- Instructions to follow
The answer must consist of every line from the data that holds the string "العزيز".

START Record set

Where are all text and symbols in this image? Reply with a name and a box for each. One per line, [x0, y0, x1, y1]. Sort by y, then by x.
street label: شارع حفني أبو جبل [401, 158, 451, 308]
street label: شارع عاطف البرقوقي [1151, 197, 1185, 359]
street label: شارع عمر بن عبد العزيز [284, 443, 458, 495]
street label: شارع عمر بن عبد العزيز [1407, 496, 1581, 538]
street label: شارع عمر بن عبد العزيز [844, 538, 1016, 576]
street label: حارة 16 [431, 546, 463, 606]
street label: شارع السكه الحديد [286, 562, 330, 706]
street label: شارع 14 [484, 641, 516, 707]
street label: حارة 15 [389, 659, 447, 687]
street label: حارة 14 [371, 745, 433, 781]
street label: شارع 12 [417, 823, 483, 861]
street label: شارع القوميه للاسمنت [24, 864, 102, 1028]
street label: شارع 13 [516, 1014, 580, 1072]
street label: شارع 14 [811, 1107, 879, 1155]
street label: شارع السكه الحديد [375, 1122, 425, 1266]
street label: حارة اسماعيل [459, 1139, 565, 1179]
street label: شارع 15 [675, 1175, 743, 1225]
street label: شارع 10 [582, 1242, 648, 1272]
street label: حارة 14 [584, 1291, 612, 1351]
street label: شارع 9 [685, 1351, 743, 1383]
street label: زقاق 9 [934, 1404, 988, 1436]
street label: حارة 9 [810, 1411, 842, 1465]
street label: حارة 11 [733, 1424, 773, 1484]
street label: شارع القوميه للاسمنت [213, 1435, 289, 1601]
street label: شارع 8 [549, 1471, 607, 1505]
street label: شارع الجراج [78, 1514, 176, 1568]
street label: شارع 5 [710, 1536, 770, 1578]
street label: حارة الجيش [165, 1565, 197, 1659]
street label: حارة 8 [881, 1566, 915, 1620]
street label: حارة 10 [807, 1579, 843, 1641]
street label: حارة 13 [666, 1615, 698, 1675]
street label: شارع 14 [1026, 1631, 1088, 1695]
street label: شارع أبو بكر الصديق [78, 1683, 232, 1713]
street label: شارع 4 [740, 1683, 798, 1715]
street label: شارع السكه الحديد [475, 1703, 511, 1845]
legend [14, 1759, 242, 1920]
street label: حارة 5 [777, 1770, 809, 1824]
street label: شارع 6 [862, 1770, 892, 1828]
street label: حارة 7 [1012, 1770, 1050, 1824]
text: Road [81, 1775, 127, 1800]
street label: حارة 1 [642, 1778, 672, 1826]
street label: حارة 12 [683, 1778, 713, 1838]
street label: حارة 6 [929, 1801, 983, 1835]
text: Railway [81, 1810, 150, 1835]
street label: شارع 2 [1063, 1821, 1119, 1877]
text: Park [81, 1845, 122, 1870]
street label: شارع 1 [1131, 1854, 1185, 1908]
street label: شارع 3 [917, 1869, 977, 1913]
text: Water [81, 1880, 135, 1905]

END Record set

- Completed task
street label: شارع عمر بن عبد العزيز [284, 443, 458, 495]
street label: شارع عمر بن عبد العزيز [1407, 496, 1581, 538]
street label: شارع عمر بن عبد العزيز [844, 538, 1016, 576]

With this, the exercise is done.